To make the most of these gatherings on Deep Adaptation, some principles and practices of hosting and facilitation could be useful. For me, one important aspect is to welcome participants connecting with and sharing any of their emotions, however painful. Another aspect is to invite everyone’s questions as much as anyone’s ideas for answers. That is because, when facing collapse, we are in new terrain, where people who have been most confident in society-as-we-find-it today might not be the most helpful to our inquiry in future. In hosting such gatherings, there are many existing processes that can be drawn upon. Facilitators of the Deep Adaptation Deep Dive in Devon adapted a few practices from The Work That Reconnects (from Joanna Macy) and the Inner Transition, which Sophie Banks and Naresh Giangrande had developed for participants in the Transition Towns movement. Toni Spencer also used some practices for grief tending.

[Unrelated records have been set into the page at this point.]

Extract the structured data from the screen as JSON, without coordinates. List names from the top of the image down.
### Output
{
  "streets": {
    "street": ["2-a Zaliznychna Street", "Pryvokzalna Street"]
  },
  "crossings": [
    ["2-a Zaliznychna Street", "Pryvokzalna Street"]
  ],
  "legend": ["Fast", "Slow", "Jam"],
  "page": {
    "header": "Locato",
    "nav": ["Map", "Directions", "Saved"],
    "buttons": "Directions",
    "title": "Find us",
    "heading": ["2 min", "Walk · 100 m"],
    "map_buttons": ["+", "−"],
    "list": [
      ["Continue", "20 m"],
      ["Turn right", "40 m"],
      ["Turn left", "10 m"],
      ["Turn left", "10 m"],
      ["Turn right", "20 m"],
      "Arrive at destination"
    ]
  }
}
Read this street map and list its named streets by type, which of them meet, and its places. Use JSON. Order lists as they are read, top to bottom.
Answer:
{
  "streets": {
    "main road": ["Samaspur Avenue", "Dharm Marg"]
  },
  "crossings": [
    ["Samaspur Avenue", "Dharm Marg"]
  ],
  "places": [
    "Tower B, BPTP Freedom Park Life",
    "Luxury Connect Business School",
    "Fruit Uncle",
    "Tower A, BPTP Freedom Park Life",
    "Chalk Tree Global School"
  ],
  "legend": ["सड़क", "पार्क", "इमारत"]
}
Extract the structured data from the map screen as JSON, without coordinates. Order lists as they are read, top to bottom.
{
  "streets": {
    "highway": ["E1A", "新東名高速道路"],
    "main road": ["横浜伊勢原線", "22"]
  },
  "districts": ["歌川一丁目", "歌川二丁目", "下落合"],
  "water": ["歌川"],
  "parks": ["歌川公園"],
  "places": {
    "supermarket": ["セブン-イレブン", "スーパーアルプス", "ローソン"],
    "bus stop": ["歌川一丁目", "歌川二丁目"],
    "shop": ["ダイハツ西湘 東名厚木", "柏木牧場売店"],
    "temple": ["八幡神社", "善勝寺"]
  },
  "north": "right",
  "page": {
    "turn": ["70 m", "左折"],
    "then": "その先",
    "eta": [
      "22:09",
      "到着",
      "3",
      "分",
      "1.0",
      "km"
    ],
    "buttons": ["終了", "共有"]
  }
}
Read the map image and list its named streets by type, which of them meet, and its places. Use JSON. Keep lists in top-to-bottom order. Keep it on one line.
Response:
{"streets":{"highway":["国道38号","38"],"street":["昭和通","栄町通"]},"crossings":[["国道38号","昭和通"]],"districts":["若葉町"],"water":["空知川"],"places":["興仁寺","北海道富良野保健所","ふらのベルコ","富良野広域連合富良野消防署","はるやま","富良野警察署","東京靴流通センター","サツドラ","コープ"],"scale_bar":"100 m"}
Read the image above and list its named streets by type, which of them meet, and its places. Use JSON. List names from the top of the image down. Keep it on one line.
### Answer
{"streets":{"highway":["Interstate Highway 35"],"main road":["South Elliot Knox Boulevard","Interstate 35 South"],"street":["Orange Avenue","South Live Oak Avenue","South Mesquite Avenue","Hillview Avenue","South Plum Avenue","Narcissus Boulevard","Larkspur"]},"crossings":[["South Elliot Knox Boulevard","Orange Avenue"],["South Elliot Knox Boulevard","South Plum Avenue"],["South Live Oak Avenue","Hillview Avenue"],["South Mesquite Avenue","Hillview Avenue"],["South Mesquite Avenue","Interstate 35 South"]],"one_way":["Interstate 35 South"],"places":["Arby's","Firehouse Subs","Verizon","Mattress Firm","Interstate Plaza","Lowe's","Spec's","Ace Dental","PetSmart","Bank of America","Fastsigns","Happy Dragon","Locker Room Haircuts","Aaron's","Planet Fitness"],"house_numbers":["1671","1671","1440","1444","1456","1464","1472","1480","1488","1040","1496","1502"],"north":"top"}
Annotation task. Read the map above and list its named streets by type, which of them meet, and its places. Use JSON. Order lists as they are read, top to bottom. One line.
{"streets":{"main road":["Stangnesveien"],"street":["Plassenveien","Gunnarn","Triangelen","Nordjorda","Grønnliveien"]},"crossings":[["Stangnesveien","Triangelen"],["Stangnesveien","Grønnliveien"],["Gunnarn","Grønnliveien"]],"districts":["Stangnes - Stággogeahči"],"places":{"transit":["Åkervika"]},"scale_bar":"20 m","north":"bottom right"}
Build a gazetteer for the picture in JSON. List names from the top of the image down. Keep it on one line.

As my partner Katie Carr and I now design two forthcoming retreats on Deep Adaptation, I realise that many facilitators could benefit from sharing ideas on principles for hosting such gatherings as well as guidance on specific processes. Therefore, I have started a thread within the Deep Adaptation Forum on facilitating gatherings, within the Holistic Approaches interest group. If you are a facilitator, then I invite you to join us there and share ideas and experiences on hosting gatherings, whether in-person or online.

One issue will be how to scale the provision of such gatherings. Katie and I are not able to offer more than a few retreats a year, and so we are particularly interested in participants who can host future meetings and retreats. If that resonates with you, and if you are in Greece or could make it there for June, then we would welcome hearing from you. A few late cancellations mean we have 3 places available at the time of writing (click here for information and to apply). Katie and I will also be teaching leadership for deep adaptation at the University of Cumbria over 4 days in the English Lake District in July, which also has some places available. Also in July, Katie and I are hosting a free one day event on deep adaptation in Lancaster, UK.

In a few weeks I will also be able to announce the 5 free events that the Deep Adaptation Forum will be funding (around the world). If you are able to financially help the organising of such gatherings in future, please contact us.

If you are organising a gathering on the theme of Deep Adaptation, please feel free to announce it by leaving a comment below.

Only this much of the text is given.